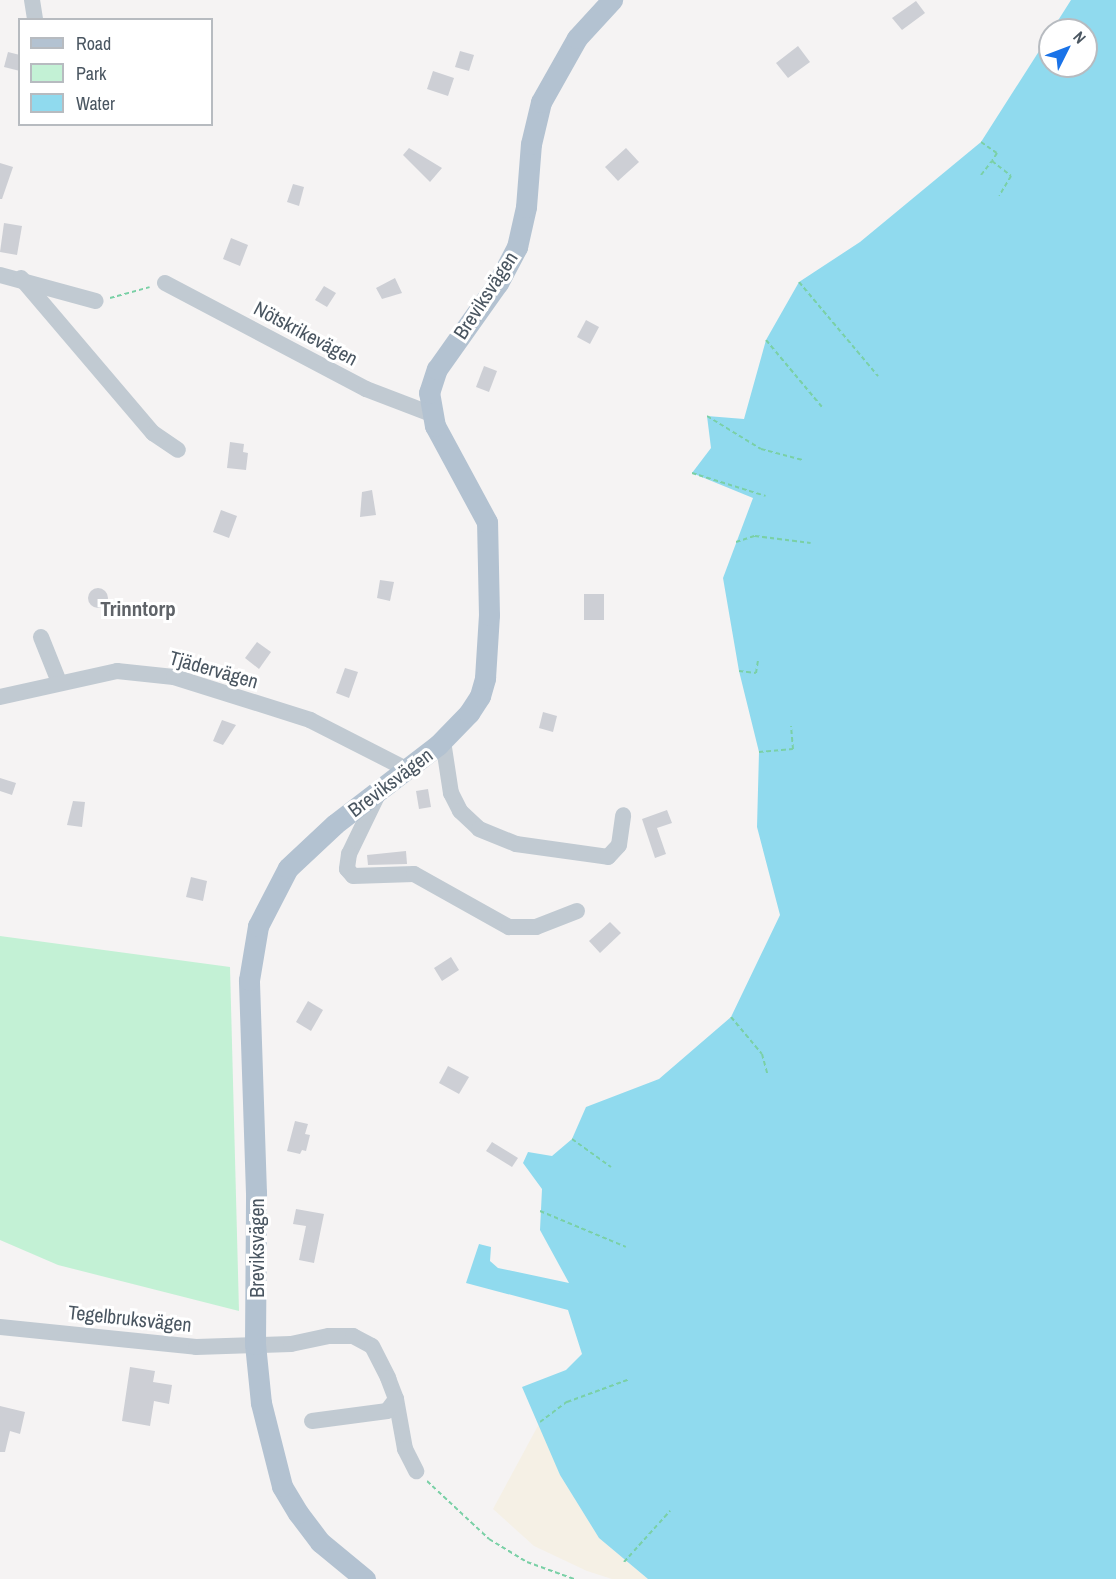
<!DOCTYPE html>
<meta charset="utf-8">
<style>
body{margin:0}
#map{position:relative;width:1116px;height:1579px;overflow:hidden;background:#f5f3f3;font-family:"Archivo Narrow",sans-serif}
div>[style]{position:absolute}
.green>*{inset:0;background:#c3f1d5}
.sand>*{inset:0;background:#f5f0e5}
.water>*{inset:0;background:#90daee}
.building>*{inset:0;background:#cdcfd5}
.round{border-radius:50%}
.path>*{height:2px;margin-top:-1px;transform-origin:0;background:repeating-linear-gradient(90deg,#7ad0a6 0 4.5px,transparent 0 7.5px)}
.minor>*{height:16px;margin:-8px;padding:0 8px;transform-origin:8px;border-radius:8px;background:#c1cad2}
.major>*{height:21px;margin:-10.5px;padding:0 10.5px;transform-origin:10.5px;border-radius:10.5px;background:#b3c2d1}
span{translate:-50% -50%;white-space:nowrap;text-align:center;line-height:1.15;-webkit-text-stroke:6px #fff;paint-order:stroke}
.street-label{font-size:20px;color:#4a5661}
.neighbourhood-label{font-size:21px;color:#5f6368;font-weight:700}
.legend{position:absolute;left:18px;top:18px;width:195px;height:108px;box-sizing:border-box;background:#fff;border:2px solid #b7bbc0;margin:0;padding:8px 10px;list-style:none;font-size:18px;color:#4a5661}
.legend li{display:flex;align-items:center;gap:12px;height:30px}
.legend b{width:30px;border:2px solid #b7bbc0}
.north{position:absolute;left:1038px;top:18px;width:60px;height:60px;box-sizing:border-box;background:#fff;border:2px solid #b7bbc0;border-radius:50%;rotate:48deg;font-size:16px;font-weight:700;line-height:24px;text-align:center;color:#4a5661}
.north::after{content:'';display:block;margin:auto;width:21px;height:27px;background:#1a73e8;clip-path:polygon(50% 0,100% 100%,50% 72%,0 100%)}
</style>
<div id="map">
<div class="green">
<div style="clip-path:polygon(0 936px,230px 967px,239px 1311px,58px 1265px,0 1240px)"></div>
</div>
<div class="sand">
<div style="clip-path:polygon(540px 1422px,560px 1475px,599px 1538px,648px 1579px,612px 1579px,587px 1571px,534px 1546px,493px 1509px)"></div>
</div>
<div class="water">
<div style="clip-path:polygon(1071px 0,1116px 0,1116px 1579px,648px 1579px,599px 1538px,560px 1475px,522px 1387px,566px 1370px,582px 1354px,568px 1310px,466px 1283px,479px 1244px,491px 1247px,490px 1261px,498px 1268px,569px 1283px,540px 1230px,542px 1189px,523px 1163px,528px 1152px,552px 1156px,572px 1139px,586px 1107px,659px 1079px,731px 1017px,780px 915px,757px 827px,759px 752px,739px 671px,723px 578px,753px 498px,692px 473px,711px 448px,707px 416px,744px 419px,766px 340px,799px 282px,860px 242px,981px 142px,1050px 34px,1050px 66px,1086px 66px,1086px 30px,1052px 30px)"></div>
</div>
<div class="building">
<div style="clip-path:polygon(916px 1px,925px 13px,902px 30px,892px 18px)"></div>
<div style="clip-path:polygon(798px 46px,810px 62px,788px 78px,776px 63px)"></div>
<div style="clip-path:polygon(460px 51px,474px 55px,469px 71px,455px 67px)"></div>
<div style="clip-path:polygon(8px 52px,20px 55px,20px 71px,4px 67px)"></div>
<div style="clip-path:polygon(433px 71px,454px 78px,448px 96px,427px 89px)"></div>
<div style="clip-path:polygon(409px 148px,442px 168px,430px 182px,403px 155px)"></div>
<div style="clip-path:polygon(626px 148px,639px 162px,618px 181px,605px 167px)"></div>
<div style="clip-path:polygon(0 163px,13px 167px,2px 199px,0 199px)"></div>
<div style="clip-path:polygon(293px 184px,304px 187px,299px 206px,287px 202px)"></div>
<div style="clip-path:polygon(4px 223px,22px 226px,17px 255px,0 252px)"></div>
<div style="clip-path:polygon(231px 238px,248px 245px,240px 266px,223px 259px)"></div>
<div style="clip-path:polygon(395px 278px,402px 293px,382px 299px,376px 288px)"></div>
<div style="clip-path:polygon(324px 286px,336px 293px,327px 307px,315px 300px)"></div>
<div style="clip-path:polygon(586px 320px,599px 327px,590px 344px,577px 337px)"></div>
<div style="clip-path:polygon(484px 366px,497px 371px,489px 392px,476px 387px)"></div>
<div style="clip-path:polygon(230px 442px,244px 444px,243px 452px,248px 453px,246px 470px,227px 468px)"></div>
<div style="clip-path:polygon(372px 490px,376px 515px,360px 517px,362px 492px)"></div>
<div style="clip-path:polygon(221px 510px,237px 516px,229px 538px,213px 532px)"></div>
<div style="clip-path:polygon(380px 580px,394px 582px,390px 601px,377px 598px)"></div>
<div class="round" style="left:88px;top:588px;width:20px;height:20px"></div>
<div style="clip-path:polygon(584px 594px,604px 594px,604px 620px,584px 620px)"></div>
<div style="clip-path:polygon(257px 642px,271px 652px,259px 669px,245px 658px)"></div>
<div style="clip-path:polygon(345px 668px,358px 672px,349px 698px,336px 693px)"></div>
<div style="clip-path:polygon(543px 712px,557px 716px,553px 732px,539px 728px)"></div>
<div style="clip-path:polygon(222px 720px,236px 725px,223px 745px,213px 741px)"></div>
<div style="clip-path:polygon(0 778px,16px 783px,12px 795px,0 791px)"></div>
<div style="clip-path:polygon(428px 789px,431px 807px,419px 809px,416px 791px)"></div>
<div style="clip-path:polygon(73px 801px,85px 802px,82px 827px,67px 825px)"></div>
<div style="clip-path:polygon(667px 810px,672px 823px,657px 828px,666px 854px,655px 858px,642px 819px)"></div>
<div style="clip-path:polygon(406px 851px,407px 864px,368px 865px,367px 855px)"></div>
<div style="clip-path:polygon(191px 877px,207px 881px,203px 901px,186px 897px)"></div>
<div style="clip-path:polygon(610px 922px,621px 933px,600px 953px,589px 941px)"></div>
<div style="clip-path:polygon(451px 957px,459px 970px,442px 981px,434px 968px)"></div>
<div style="clip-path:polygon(308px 1001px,323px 1010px,311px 1031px,296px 1022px)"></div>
<div style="clip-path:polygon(448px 1066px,469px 1077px,459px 1094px,439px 1083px)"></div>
<div style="clip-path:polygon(295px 1121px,308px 1124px,305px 1134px,310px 1135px,306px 1151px,302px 1150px,300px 1154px,287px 1151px)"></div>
<div style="clip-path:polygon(492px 1142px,518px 1158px,512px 1167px,486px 1151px)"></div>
<div style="clip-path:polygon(296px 1209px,324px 1214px,314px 1263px,299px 1260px,306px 1226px,293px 1224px)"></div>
<div style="clip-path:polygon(130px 1367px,155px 1371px,153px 1382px,172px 1385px,169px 1404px,154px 1401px,150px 1426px,122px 1421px)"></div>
<div style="clip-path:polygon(0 1406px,25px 1412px,20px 1434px,10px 1431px,5px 1452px,0 1452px)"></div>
</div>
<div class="path">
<div style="left:1039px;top:53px;width:13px;rotate:32deg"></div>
<div style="left:981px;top:142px;width:19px;rotate:35deg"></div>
<div style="left:997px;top:153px;width:9px;rotate:122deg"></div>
<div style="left:992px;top:161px;width:24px;rotate:38deg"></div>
<div style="left:1011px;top:176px;width:23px;rotate:121deg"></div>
<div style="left:981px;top:175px;width:18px;rotate:-52deg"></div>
<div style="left:799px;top:282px;width:123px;rotate:50deg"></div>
<div style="left:110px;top:298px;width:41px;rotate:-15.4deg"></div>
<div style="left:766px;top:340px;width:87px;rotate:50.1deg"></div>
<div style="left:707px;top:416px;width:63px;rotate:31.4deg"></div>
<div style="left:761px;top:449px;width:43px;rotate:14.7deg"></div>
<div style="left:692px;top:473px;width:77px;rotate:17.3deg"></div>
<div style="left:736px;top:542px;width:20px;rotate:-18deg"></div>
<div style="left:755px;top:536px;width:56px;rotate:7.1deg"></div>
<div style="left:739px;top:671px;width:17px;rotate:7deg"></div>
<div style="left:756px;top:673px;width:13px;rotate:-81deg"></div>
<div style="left:759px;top:752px;width:34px;rotate:-5deg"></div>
<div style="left:793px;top:749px;width:23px;rotate:-95deg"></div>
<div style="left:731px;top:1017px;width:48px;rotate:50deg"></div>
<div style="left:762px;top:1054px;width:20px;rotate:75deg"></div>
<div style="left:572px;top:1139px;width:48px;rotate:35.7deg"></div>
<div style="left:540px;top:1211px;width:93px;rotate:22.7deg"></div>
<div style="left:540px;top:1422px;width:34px;rotate:-37deg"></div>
<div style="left:567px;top:1402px;width:67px;rotate:-20.1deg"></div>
<div style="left:427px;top:1481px;width:85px;rotate:43.1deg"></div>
<div style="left:489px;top:1539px;width:44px;rotate:31.2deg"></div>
<div style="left:527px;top:1562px;width:50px;rotate:19.9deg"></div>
<div style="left:624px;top:1562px;width:69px;rotate:-48deg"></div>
</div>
<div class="minor">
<div style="left:32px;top:0;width:20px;rotate:81deg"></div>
<div style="left:0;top:275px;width:99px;rotate:15.2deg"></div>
<div style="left:21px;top:278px;width:204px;rotate:49.6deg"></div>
<div style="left:153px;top:433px;width:30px;rotate:34deg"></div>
<div style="left:165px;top:283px;width:227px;rotate:27.8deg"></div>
<div style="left:366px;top:389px;width:70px;rotate:21deg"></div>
<div style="left:41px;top:637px;width:48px;rotate:68.2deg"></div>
<div style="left:0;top:697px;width:120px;rotate:-12.5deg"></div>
<div style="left:117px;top:671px;width:57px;rotate:6deg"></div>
<div style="left:174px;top:677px;width:143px;rotate:17.5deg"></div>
<div style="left:310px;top:720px;width:108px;rotate:27deg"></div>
<div style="left:443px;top:741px;width:53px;rotate:81.3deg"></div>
<div style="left:451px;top:793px;width:20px;rotate:63deg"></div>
<div style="left:460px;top:811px;width:26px;rotate:43deg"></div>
<div style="left:479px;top:829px;width:40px;rotate:22deg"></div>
<div style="left:516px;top:844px;width:93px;rotate:8deg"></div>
<div style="left:608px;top:857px;width:16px;rotate:-47deg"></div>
<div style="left:619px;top:845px;width:30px;rotate:-82deg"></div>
<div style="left:379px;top:792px;width:69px;rotate:115.8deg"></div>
<div style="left:349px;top:854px;width:15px;rotate:98deg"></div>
<div style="left:347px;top:869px;width:9px;rotate:49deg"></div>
<div style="left:353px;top:876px;width:61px;rotate:-1.9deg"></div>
<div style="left:414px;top:874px;width:109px;rotate:29.2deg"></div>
<div style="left:509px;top:927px;width:27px"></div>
<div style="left:536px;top:927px;width:44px;rotate:-21.3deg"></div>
<div style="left:0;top:1327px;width:197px;rotate:5.8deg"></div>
<div style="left:196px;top:1347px;width:95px;rotate:-1.8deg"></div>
<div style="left:291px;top:1344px;width:39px;rotate:-12deg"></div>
<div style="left:329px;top:1336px;width:24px"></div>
<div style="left:353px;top:1336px;width:21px;rotate:28deg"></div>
<div style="left:372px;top:1346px;width:36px;rotate:63deg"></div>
<div style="left:388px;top:1378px;width:22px;rotate:69deg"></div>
<div style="left:396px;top:1399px;width:51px;rotate:79.8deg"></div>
<div style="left:405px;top:1449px;width:25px;rotate:63deg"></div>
<div style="left:312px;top:1421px;width:76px;rotate:-7.6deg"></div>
<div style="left:387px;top:1411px;width:15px;rotate:-53deg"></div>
</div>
<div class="major">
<div style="left:365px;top:1579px;width:58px;rotate:-140.6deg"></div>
<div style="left:320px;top:1542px;width:36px;rotate:-127deg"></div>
<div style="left:298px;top:1513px;width:31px;rotate:-121deg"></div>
<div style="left:282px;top:1486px;width:86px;rotate:-104.2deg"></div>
<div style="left:261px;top:1403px;width:59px;rotate:-95.8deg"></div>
<div style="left:255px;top:1344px;width:151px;rotate:-89.6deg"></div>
<div style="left:256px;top:1193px;width:213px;rotate:-91.9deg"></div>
<div style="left:249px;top:980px;width:55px;rotate:-80.5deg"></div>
<div style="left:258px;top:926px;width:65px;rotate:-62.7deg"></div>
<div style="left:288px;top:868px;width:64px;rotate:-43.1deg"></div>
<div style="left:335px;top:824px;width:130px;rotate:-37.5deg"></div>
<div style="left:438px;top:745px;width:45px;rotate:-45.9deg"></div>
<div style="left:469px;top:713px;width:20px;rotate:-57deg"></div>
<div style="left:480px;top:696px;width:19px;rotate:-74deg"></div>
<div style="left:485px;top:678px;width:63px;rotate:-86.4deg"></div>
<div style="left:489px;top:615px;width:93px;rotate:-91.2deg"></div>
<div style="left:487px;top:522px;width:109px;rotate:-118.4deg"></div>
<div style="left:435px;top:426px;width:34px;rotate:-100deg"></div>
<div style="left:429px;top:393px;width:25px;rotate:-72deg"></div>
<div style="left:437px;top:369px;width:105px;rotate:-54.7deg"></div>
<div style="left:498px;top:283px;width:41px;rotate:-62.2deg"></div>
<div style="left:517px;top:247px;width:41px;rotate:-77.3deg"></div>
<div style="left:526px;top:207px;width:63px;rotate:-85.5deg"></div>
<div style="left:531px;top:144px;width:43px;rotate:-76.6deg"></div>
<div style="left:541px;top:102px;width:73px;rotate:-60.6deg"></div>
<div style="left:577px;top:38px;width:52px;rotate:-47.4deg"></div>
</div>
<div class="street-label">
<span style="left:485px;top:295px;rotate:-57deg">Breviksvägen</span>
<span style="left:306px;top:333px;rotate:28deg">Nötskrikevägen</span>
<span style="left:214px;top:669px;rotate:16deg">Tjädervägen</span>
<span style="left:390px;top:782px;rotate:-37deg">Breviksvägen</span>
<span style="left:256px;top:1248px;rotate:-90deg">Breviksvägen</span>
<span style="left:130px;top:1318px;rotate:6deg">Tegelbruksvägen</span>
</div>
<div class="neighbourhood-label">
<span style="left:138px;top:609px">Trinntorp</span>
</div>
<ul class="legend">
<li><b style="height:8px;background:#b3c2d1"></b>Road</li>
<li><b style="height:16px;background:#c3f1d5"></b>Park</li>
<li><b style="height:16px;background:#90daee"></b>Water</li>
</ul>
<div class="north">N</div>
</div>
————————
#### Assignment:
Every line from the start of the listing above through the line with "0 4.5px,transparent 0" should be repeated exactly; skip the pictures and add nothing else.

#### Written solution:
<!DOCTYPE html>
<meta charset="utf-8">
<style>
body{margin:0}
#map{position:relative;width:1116px;height:1579px;overflow:hidden;background:#f5f3f3;font-family:"Archivo Narrow",sans-serif}
div>[style]{position:absolute}
.green>*{inset:0;background:#c3f1d5}
.sand>*{inset:0;background:#f5f0e5}
.water>*{inset:0;background:#90daee}
.building>*{inset:0;background:#cdcfd5}
.round{border-radius:50%}
.path>*{height:2px;margin-top:-1px;transform-origin:0;background:repeating-linear-gradient(90deg,#7ad0a6 0 4.5px,transparent 0 7.5px)}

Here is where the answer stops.